# Rental Cars - Grand Cayman



## riverdees05 (Jul 16, 2010)

What are the better rental car places on Grand Cayman?  We will need six days there - We have an exchange, but it is a Sunday to Sunday and need to leave on Saturday so that our Grandsons can have a day at home before their school starts again after Spring Break.


----------



## Sthack (Jul 18, 2010)

*McCurley's Rental*

We just got back from GC last night!!  We were staying on the East End (Morritt's Grand) and used McCurley's Car Rental.  I'm so glad we did because they picked us up and dropped us off at the airport while the rental car was waiting at the resort.  We had a Nissan Sentra and the price was $275!!  I've also heard good reports for Budget and Dollar Rentals if you'll be staying on the 7 mile end.


----------



## mbh (Jul 19, 2010)

*Another Vote for McCurley's*

Used them when we stayed at Morritts. They have a booth right outside the airport terminal exit. Was $300 for the week plus $8 for a Cayman License.

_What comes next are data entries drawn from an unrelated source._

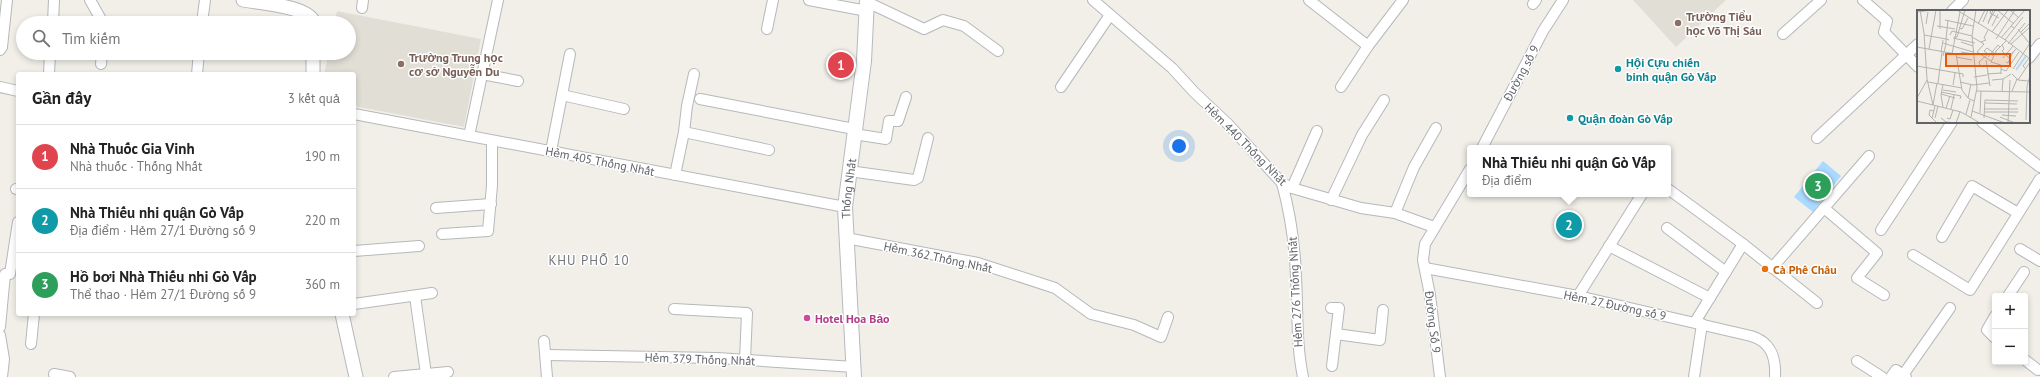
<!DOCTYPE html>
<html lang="vi">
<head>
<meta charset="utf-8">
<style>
  body { margin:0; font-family:"PT Sans",sans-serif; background:#f6f6f6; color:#222 }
  .controls { position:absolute; right:12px; bottom:12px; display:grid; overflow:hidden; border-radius:4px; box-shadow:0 2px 6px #0003 }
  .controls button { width:36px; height:36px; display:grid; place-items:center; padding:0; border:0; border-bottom:1px solid #e0e0e0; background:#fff; color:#222; font:20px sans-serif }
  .you { position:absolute; left:1179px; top:146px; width:14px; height:14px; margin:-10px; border:3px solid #fff; border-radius:50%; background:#1a73e8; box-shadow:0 0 0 6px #1a73e833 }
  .badge { display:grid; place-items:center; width:26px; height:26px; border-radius:50%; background:#ea4335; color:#fff; font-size:13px; font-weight:700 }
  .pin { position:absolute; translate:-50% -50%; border:2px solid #fff; box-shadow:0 1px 4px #0006 }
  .popup { position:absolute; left:1467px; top:145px; width:204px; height:52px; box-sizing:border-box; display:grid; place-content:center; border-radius:4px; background:#fff; filter:drop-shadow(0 1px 3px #0005); font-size:13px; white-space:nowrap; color:#767676 }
  .popup b { font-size:15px; color:#222 }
  .popup::after { content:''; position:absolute; left:50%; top:100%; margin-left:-8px; border:8px solid transparent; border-top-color:#fff }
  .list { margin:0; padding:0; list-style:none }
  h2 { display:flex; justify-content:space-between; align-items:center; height:52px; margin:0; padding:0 16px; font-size:17px }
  h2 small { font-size:13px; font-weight:400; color:#767676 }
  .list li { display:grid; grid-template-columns:26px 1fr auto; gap:12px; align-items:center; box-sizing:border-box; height:64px; padding:0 16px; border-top:1px solid #e0e0e0 }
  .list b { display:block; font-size:15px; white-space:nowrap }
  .list p { margin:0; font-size:13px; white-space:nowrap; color:#767676 }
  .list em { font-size:13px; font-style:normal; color:#767676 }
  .icon { flex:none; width:22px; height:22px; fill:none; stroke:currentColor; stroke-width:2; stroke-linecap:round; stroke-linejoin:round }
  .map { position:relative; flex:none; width:2040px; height:377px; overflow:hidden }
  .search { position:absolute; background:#fff; box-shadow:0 2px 6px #0003; left:16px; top:16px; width:340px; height:44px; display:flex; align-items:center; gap:10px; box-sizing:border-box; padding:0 14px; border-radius:22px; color:#767676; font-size:15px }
  .panel { position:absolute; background:#fff; box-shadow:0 2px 6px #0003; left:16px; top:72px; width:340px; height:244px; border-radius:4px }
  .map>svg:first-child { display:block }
  .education { fill:#e1ded6 }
  .water { fill:#aadaff }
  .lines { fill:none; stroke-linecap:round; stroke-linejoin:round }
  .minor-casing { stroke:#b5b8bc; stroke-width:12 }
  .tertiary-casing { stroke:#b5b8bc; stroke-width:15 }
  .secondary-casing { stroke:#b6babf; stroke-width:16 }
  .minor { stroke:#fff; stroke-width:10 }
  .tertiary { stroke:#fff; stroke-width:13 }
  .secondary { stroke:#fff; stroke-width:14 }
  .education-dot { fill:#8d6e63; stroke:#fff; stroke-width:1.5 }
  .culture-dot { fill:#0f9aa8; stroke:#fff; stroke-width:1.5 }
  .food-dot { fill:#e8710a; stroke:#fff; stroke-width:1.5 }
  .hotel-dot { fill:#d1479c; stroke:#fff; stroke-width:1.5 }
  .labels { text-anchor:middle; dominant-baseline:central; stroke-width:3; stroke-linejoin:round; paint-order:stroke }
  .education-label { font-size:12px; font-weight:bold; fill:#785e54; stroke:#fff; text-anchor:start }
  .culture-label { font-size:12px; font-weight:bold; fill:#0d838f; stroke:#fff; text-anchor:start }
  .street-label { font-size:12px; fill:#5f6368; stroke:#fff }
  .food-label { font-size:12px; font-weight:bold; fill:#c56008; stroke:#fff; text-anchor:start }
  .hotel-label { font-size:12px; font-weight:bold; fill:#b23c85; stroke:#fff; text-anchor:start }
  .neighbourhood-label { font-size:13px; letter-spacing:1px; fill:#70757a; stroke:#fff }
  .inset-river { fill:none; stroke:#aadaff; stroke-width:2 }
  .inset-road { fill:none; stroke:#b3b3b1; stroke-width:1 }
  .view { fill:#e8590c; fill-opacity:0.15; stroke:#e8590c; stroke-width:2 }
  .inset-edge { fill:none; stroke:#5f6368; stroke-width:2 }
</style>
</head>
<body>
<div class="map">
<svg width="2040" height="377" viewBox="0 0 2040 377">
  <rect width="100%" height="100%" fill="#f1efe8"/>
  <g class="education">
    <path d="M1633,0H1726L1676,47Z"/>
    <path d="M337,11L481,39L464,127L354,106V74H324L329,53H349V23H334Z"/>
  </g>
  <path class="water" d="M1823,161L1841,176L1813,212L1794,197Z"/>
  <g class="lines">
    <g class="minor-casing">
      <g id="minor">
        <path d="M90,0L103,23"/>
        <path d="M809,0L867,11"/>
        <path d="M1093,0L1172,68L1194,92L1228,124L1282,183L1292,188L1361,208L1395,213L1434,227"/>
        <path d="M1309,0L1368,46"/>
        <path d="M1863,0L1887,21L1884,32L1918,67"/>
        <path d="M867,2L924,29L943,20L964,26L998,51"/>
        <path d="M1533,4L1536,0"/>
        <path d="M362,8L363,0"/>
        <path d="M1952,11L1963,0"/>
        <path d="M53,23L54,0"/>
        <path d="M202,23L205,0"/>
        <path d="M767,29L773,0"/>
        <path d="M1783,34L1821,0"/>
        <path d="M0,50L2,47L7,0"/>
        <path d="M2029,58L2040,44"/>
        <path d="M101,64L102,53"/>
        <path d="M49,74L50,53"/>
        <path d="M197,74L199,53"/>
        <path d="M482,74L518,81"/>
        <path d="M0,87L18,91"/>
        <path d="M1061,87L1110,15"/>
        <path d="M1341,87L1368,46L1403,0"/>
        <path d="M562,95L624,109"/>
        <path d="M700,99L854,129"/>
        <path d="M354,114L845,207"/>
        <path d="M1982,122L2040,167"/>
        <path d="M684,132L687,106L694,74"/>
        <path d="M854,134L886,139L889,121H898L906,97"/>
        <path d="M469,136L498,0"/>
        <path d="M1817,138L1918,44"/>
        <path d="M1482,148L1543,31L1563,0"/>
        <path d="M551,151L570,54"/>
        <path d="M849,171L914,180L918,178L928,138"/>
        <path d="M675,175L684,132L769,150"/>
        <path d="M1282,183C1290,213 1295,245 1296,277C1298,311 1296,343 1303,377"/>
        <path d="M1292,188L1317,131"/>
        <path d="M16,189H18"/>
        <path d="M1668,189L1743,244L1817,303"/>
        <path d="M1331,200L1362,135L1384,100"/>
        <path d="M436,208L491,204"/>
        <path d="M1824,208L1877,253L1857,278L1884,295"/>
        <path d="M1395,213L1414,167L1436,128"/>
        <path d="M1667,228L1726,272"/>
        <path d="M1881,230L1952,122"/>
        <path d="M442,234L488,231L492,185V141"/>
        <path d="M1942,237L1972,186L2018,213"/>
        <path d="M846,238L978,263L1055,288L1091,314L1134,325L1161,337L1168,317"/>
        <path d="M1609,246L1710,298"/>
        <path d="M2020,249L2040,261"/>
        <path d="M354,251L419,246"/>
        <path d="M1913,255L1970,290L2040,179"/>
        <path d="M1425,268L1578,296L1751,336C1771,342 1776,357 1775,377"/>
        <path d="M1772,268L1869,156"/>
        <path d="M10,274L18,222"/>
        <path d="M415,296L426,374"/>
        <path d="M1578,296L1642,194"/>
        <path d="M2008,296L2024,272"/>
        <path d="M354,304L432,293"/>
        <path d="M1331,308H1339L1332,366"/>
        <path d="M674,309L747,313L745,360"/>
        <path d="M1995,316L1987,330L1995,338"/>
        <path d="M1695,322L1743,244"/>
        <path d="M0,327L5,274"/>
        <path d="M1336,334L1380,340L1383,310"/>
        <path d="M0,335L4,359L2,377"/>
        <path d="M544,341L547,377"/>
        <path d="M31,344L34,314"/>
        <path d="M546,355L717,358L854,367"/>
        <path d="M2025,360L2038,370"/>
        <path d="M1857,361L1882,377"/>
        <path d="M54,374L70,377"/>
        <path d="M1903,375L1950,308"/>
        <path d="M394,377L448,372"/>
        <path d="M1440,377L1430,295L1423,260L1425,244L1470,169"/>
        <path d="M1694,377L1702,324"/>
        <path d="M1891,377L1896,370L1906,377"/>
      </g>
    </g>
    <g class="tertiary-casing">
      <g id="tertiary">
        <path d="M243,0C259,3 310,6 314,23"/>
        <path d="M313,74V53"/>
        <path d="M342,314L356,377"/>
      </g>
    </g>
    <g class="secondary-casing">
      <g id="secondary">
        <path id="s1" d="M854,377L845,207L864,61L867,0"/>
      </g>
    </g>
    <use href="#minor" class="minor"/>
    <use href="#tertiary" class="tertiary"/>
    <use href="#secondary" class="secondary"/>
  </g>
  <g class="education-dot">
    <circle cx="1678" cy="23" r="4"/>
    <circle cx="401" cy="64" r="4"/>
  </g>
  <g class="culture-dot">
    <circle cx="1618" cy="69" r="4"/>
    <circle cx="1570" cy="118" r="4"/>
  </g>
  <circle class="food-dot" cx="1765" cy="269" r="4"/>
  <circle class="hotel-dot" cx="807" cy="318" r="4"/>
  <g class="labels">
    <g class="education-label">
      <text x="1686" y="16">Trường Tiểu<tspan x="1686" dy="14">học Võ Thị Sáu</tspan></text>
      <text x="409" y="57">Trường Trung học<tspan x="409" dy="14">cơ sở Nguyễn Du</tspan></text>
    </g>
    <g class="culture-label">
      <text x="1626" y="62">Hội Cựu chiến<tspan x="1626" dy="14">binh quận Gò Vấp</tspan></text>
      <text x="1578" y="118">Quận đoàn Gò Vấp</text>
    </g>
    <g class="street-label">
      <text transform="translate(1521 73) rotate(-62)">Đường số 9</text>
      <text transform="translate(1246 144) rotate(45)">Hẻm 440 Thống Nhất</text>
      <text transform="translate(600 161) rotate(11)">Hẻm 405 Thống Nhất</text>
      <text stroke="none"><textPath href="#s1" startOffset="189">Thống Nhất</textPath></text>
      <text transform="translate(938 257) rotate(12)">Hẻm 362 Thống Nhất</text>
      <text transform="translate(1295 292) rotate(-93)">Hẻm 276 Thống Nhất</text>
      <text transform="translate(1615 305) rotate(12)">Hẻm 27 Đường số 9</text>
      <text transform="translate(1433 322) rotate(83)">Đường Số 9</text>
      <text transform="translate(700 359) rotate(2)">Hẻm 379 Thống Nhất</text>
    </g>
    <g class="food-label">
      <text x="1773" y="269">Cà Phê Châu</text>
    </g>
    <g class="hotel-label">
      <text x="815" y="318">Hotel Hoa Bảo</text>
    </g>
    <g class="neighbourhood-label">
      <text x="589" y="260">KHU PHỐ 10</text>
    </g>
  </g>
  <g transform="translate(1917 10)">
    <rect width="113" height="113" fill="#f1efe8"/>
    <path class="inset-river" d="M99,60L109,46"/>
    <path class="inset-road" d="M3,0L7,23L10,69L16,95M40,0L90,31L113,49M74,0L73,3L82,8M80,0L97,14M93,0L102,8M0,2L15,0M28,10L56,16M31,10L29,29L32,30M66,12L71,0M71,12L78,1M9,14L11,2M61,14L68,0M71,14L76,0M20,16L38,19M75,16L81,4M42,18L45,19L51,8M97,18L94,16L108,0M23,19V0M101,19L112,33M75,22L91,0M104,22L113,13M7,25L29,29V34L56,42M33,25L35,21L55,26M37,27H40L48,0M55,27L67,34L60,42M36,28L58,33M84,28L95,15M79,29L98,0M88,30L106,7M44,32L56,36M64,32L69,30L67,28L71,20M26,33L29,34L26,46M91,34L108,13M94,34L113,17M85,35L87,39L85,41L93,49M0,37L39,44L45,80L51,88L57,91M12,39L19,0M24,42L26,30M44,42L56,44M60,42L74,51M35,44L43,2M72,45L67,41L70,38L77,43L75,46M39,47L55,50M71,47L81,35L83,37M86,48L96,36M91,48L99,39M69,50L73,76M74,52L79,41L89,31M74,52L84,55V64M89,52L91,53L96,42M0,56L46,64V67M63,56L62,52L71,44M84,59L89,61L102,42M96,59L113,33M109,59L106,56L112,48M70,64L84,63M95,64L101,70L111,71M57,67L70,65M75,70L86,69L94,64M101,70L113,52M11,72L45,78M43,72L56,75L72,73M21,73L25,42M36,75L38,63M26,80L39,82M59,81L113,82M95,81L100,69M24,82L44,86L43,89M85,82L86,69M24,84L38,88M0,88L10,70M51,88L54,74M0,91L44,102L63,113M68,93L100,94M16,95L20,73M26,97L24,85L26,74M29,98L33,86M34,99L37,85M68,99H101M17,101L13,100L12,105L20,113M55,101L88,113M68,102H101M63,103L64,81M49,104L53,90M85,105L99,106M54,107L60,78L55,26L59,0M83,107L98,113M15,108L18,96M18,108L21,96M24,108L29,112L39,113L43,102M30,108L33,109L36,100M67,108L68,90L101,91M109,110L110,76L113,66M91,113L93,70"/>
    <path class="view" d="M29,44H93V56H29Z"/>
    <rect width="113" height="113" class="inset-edge"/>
  </g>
</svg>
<div class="controls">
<button>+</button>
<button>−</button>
</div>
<div class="you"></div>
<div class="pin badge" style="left:841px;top:65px;background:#e0444e">1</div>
<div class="pin badge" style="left:1569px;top:225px;background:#0f9aa8">2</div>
<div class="popup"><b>Nhà Thiếu nhi quận Gò Vấp</b>Địa điểm</div>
<div class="pin badge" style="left:1818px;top:186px;background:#2e9e5b">3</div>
<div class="search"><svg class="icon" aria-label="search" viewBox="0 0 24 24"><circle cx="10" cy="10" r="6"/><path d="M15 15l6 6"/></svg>Tìm kiếm</div>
<section class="panel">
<h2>Gần đây<small>3 kết quả</small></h2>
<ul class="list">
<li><span class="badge" style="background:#e0444e">1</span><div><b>Nhà Thuốc Gia Vinh</b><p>Nhà thuốc · Thống Nhất</p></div><em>190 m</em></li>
<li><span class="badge" style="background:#0f9aa8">2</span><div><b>Nhà Thiếu nhi quận Gò Vấp</b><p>Địa điểm · Hẻm 27/1 Đường số 9</p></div><em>220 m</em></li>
<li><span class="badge" style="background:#2e9e5b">3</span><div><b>Hồ bơi Nhà Thiếu nhi Gò Vấp</b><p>Thể thao · Hẻm 27/1 Đường số 9</p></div><em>360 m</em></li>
</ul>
</section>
</div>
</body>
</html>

They take you to the resort from the airport and take you back.


----------



## caribbeansun (Jul 20, 2010)

+1 - have been using McCurley's for years


----------



## jadejar (Jul 20, 2010)

We also rented from McCurley's.  After a long day of flying, I would rather not have to deal with the traffic and roundabouts near the airport.  I liked the idea of my car waiting for me at the resort.  It's also less hassle being dropped off at the airport rather than having to return a rental car.  It was a little more expensive than we could have paid but well worth it.


----------



## riverdees05 (Oct 4, 2010)

What size vehicles do they have?  Getting ready to book this week on the flights and the car/van.


----------



## Sthack (Oct 4, 2010)

*Nissan Sentra*

Nissan Sentra.......older body style.  Seats 4 comfortable.  You may want to check with them to see if they have bigger cars if that's what you need.


----------



## riverdees05 (Oct 4, 2010)

What is their phone number and do you need a country code?


----------



## janej (Oct 4, 2010)

You can use his email mccurley@candw.ky

We used Hertz for our spring break trip.  The car we got had scratches all over it.  It is not like Hertz in the US at all.  We had no problem with the car.  We just documented the condition when we got it.


----------



## Jbart74 (Oct 12, 2010)

*Andy's*

Andy's has always been great to us and cheaper than McCurley's.  We have used both.  Both are good.  But we prefer Andy's.


----------



## jadejar (Oct 12, 2010)

We prefer McCurley's because they will pick you up at the airport and take you to your resort where your car is waiting for you.  We stay at Morritt's on the east end and prefer not to have to tackle the roundabouts after a long day of flying. 
Andy's was a little cheaper but we spent a long time waiting at their office.  I just like it as easy as possible when on vacation.


----------



## Larry (Oct 12, 2010)

Jbart74 said:


> Andy's has always been great to us and cheaper than McCurley's.  We have used both.  Both are good.  But we prefer Andy's.



Same here we were very satisfied with Andy's and they were cheaper than McCurley but that was about 4 years ago so compare prices before booking.:whoopie:


----------